Collected data entries
'''

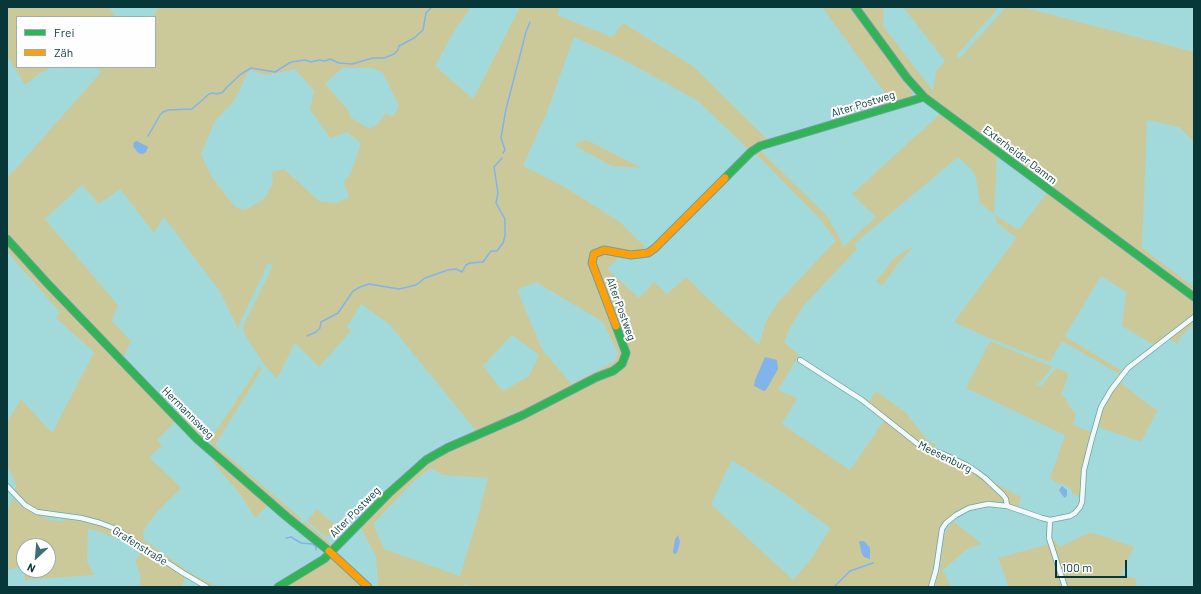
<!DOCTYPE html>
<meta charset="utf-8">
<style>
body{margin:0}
#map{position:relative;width:1201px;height:594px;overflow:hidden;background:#a2dadc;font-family:Barlow,sans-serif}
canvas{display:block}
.frame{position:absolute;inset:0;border:8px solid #08373a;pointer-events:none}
.legend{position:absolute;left:16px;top:16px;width:140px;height:52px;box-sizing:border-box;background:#fefefe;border:1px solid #9caeb0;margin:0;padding:5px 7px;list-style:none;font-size:12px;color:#08373a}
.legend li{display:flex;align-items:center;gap:8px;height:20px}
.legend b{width:20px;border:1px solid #9caeb0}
.north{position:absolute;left:16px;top:538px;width:40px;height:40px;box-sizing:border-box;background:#fefefe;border:1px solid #9caeb0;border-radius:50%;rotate:206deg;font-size:11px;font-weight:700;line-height:16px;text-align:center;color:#08373a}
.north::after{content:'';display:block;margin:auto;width:14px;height:18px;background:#3e7073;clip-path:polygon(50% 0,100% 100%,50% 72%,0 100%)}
.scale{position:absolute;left:1055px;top:560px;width:72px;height:18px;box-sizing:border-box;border:2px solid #08373a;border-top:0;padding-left:5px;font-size:12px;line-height:14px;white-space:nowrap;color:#08373a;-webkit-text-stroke:3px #fefefe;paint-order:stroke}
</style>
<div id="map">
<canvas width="1201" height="594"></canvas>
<div class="frame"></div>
<ul class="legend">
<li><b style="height:5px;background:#30b455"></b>Frei</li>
<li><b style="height:5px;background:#ff9f0a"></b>Zäh</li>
</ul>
<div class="north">N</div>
<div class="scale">100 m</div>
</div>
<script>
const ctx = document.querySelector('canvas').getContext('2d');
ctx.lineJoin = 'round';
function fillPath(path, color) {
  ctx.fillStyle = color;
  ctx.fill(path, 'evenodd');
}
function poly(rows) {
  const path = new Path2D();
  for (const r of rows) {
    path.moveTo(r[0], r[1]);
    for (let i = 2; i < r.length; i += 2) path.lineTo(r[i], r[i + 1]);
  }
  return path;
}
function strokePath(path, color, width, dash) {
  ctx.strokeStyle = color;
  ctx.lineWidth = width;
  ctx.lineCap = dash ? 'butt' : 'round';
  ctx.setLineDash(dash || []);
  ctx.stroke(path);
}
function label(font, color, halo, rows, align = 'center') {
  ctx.font = font + ' Barlow,sans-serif';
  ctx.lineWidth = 4;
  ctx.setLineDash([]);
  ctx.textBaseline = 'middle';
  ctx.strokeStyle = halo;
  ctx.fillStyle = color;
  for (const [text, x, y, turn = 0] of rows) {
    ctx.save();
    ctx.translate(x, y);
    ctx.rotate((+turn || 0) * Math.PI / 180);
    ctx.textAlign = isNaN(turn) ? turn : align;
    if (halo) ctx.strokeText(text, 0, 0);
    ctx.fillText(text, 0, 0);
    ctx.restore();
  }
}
fillPath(poly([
 [7,7,109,7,116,17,17,17,17,67,52,67,40,73,25,85,7,56],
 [159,7,471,7,456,28,435,66,473,99,520,7,560,7,557,15,612,37,623,23,693,66,768,140,749,150,698,101,626,61,574,37,547,112,523,166,563,186,620,222,648,250,631,258,620,256,607,269,639,298,654,282,667,294,686,277,721,311,759,345,766,321,778,302,836,240,819,218,755,153,760,150,827,216,844,246,876,217,852,194,941,113,997,155,994,214,1018,230,1048,192,1142,264,1194,301,1194,314,1154,345,1122,326,1126,292,1101,276,1065,336,1122,371,1119,374,1062,341,1050,362,991,339,954,322,1016,238,997,223,994,214,980,203,976,178,972,170,958,157,854,244,857,249,804,305,792,324,784,342,799,355,778,390,797,398,782,424,850,470,885,419,917,447,968,468,984,480,1004,501,1002,503,986,502,975,504,956,513,944,522,939,531,930,587,478,587,464,584,462,587,378,587,376,557,360,526,386,500,427,462,452,448,520,420,519,411,477,432,389,324,361,304,347,327,351,331,319,367,295,343,277,379,263,363,243,332,244,324,273,265,268,263,240,323,238,329,220,292,164,217,154,233,120,189,99,204,82,185,45,219,118,305,112,321,131,341,124,356,121,357,101,337,99,342,176,421,157,440,162,446,149,457,181,488,157,512,143,531,144,540,192,574,219,587,211,587,196,580,142,543,110,523,76,514,41,510,32,507,14,493,16,485,7,465,7,422,21,399,52,433,94,352,56,318,60,312,7,252,7,175,9,176,102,71,93,67,155,67,155,17,152,17],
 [342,68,372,68,383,73,399,106,394,115,391,117,386,113,378,123,373,127,369,128,366,127,350,117,349,111,325,84],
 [295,69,314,91,310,109,330,138,347,132,361,143,350,175,344,181,349,197,337,203,319,201,284,169,272,172,273,183,264,199,245,210,235,207,211,176,201,154,215,121,234,101,249,70,267,75],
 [536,282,603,322,618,353,614,362,571,384,542,349,517,290],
 [512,335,539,355,529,376,503,391,483,366],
 [732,460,785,494,830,528,812,558,793,580,711,504],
 [431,468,443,475,488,478,477,520,460,576,384,549,373,524,414,481],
 [822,7,850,7,913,93,911,97,879,106,876,99,887,96],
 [858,7,881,7,884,10,883,26,933,91,936,71,945,61,903,7,999,7,956,56,959,59,1006,7,1022,7,1194,52,1194,142,1179,127,1147,120,1142,248,1194,287,1194,294,922,91,908,76],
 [587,140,642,168,612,166,575,146,578,142],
 [915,245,899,262,882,286,876,281,895,257],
 [1194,319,1194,324,1180,337,1178,344,1169,339],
 [990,341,1053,367,1037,385,1041,386,1056,368,1067,372,1068,376,1061,395,1066,398,1069,406,1076,414,1073,425,1091,432,1081,484,1080,497,1073,494,1068,486,1056,483,1050,478,1065,435,966,388],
 [259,366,262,369,215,445,302,519,298,522,210,448,212,444,210,440],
 [1119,381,1149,405,1158,410,1141,442,1098,427,1103,408],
 [876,391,906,413,928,441,936,445,934,450,921,445,869,402],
 [170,409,177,411,206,439,199,439],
 [218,459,269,504,255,518,240,494,212,461],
 [990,480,1021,497,1018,508,1009,505,1007,498],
 [12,498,21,506,30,511,51,520,64,521,66,518,98,525,113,530,120,535,121,537,119,539,88,528,87,561,94,575,25,580,23,565,7,571,7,506,9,508],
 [24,546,48,546,48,570,24,570],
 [317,509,336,526,327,538,307,521],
 [304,521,329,542,332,548,329,549,301,526],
 [953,521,982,544,967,549,943,570,951,587,935,587,937,577,940,570,944,537,947,529],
 [1091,533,1100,535,1134,547,1121,574,1136,579,1137,587,1009,587,998,558,1049,544,1051,537,1060,547,1084,535],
 [144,550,186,578,181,587,140,587,140,574,135,561,141,552],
 [332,557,363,587,281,587,327,558]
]), '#cbc99a');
fillPath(poly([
 [137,141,148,147,146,152,143,154,138,153,133,146,134,142],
 [765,357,777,360,778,369,766,390,764,391,754,386,755,380],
 [1062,486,1067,490,1067,495,1065,498,1062,495,1059,490],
 [678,535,680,542,677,553,674,554,673,552,675,539],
 [861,541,864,541,870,548,870,559,864,557,862,554,859,542]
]), '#81b4eb');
strokePath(poly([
 [148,136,160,115,163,112,168,110,192,109,209,94,213,93,217,94,223,92,226,88,241,74,251,68,275,72,291,62,305,60,311,62,319,60,325,61,330,59,339,63,352,64,373,58,384,58,394,54,398,50,399,46,414,38,423,30,426,13,432,7],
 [503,153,505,150,501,138,506,109,526,32,530,22],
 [307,336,316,332,320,328,321,322,338,313,353,291,360,287,369,284,399,289,416,285,425,278,448,270,456,269,462,272,466,265,470,263,483,262,491,251,497,251,503,243,505,236,505,219,496,203,498,193,494,167,502,158],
 [286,538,291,537,301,543,313,544,316,547,316,550],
 [834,587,850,571,873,563]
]), '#81b4eb', 1.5);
const street = poly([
 [800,360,862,400,919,445,943,454,966,465,977,472,985,478,1003,495,1006,499,1007,506],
 [7,486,25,505,37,512,81,518,100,523,116,529,183,573,207,587],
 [1050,520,1049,538,1065,587],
 [931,587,936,570,942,529,946,523,956,515,969,508,988,504,1007,506,1042,518,1050,520,1070,516,1075,513,1080,507,1082,502,1084,470,1091,442,1101,407,1111,390,1128,368,1194,317]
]);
const fast = poly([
 [855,7,907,78,924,97,1194,297],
 [725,178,751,152,760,146,924,97],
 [7,239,48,284,196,438,287,517,329,551],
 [278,587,324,559,389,493,426,460,447,448,523,415,597,377,613,371,622,364,626,353,616,326]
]);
const slow = poly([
 [616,326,592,263,594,254,604,250,631,255,648,253,655,248,725,178],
 [329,551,368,587]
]);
strokePath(street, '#6f9fa1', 6);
strokePath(fast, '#6f9fa1', 9);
strokePath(slow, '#6f9fa1', 9);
strokePath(street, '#f1f9fa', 4.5);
strokePath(fast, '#30b455', 7);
strokePath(slow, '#ff9f0a', 7);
label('11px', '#08373a', '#fefefe', [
 ["Alter Postweg",863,104,-17],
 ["Exterheider Damm",1020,155,37],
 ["Alter Postweg",621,309,70],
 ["Hermannsweg",188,413,45],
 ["Meesenburg",945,457,26],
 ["Alter Postweg",355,512,-45],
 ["Grafenstraße",140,546,32]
]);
</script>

'''

Goal of the exercise: Search the entries for the string "rows". Copy every line that has it.

Task answer:
function poly(rows) {
  for (const r of rows) {
function label(font, color, halo, rows, align = 'center') {
  for (const [text, x, y, turn = 0] of rows) {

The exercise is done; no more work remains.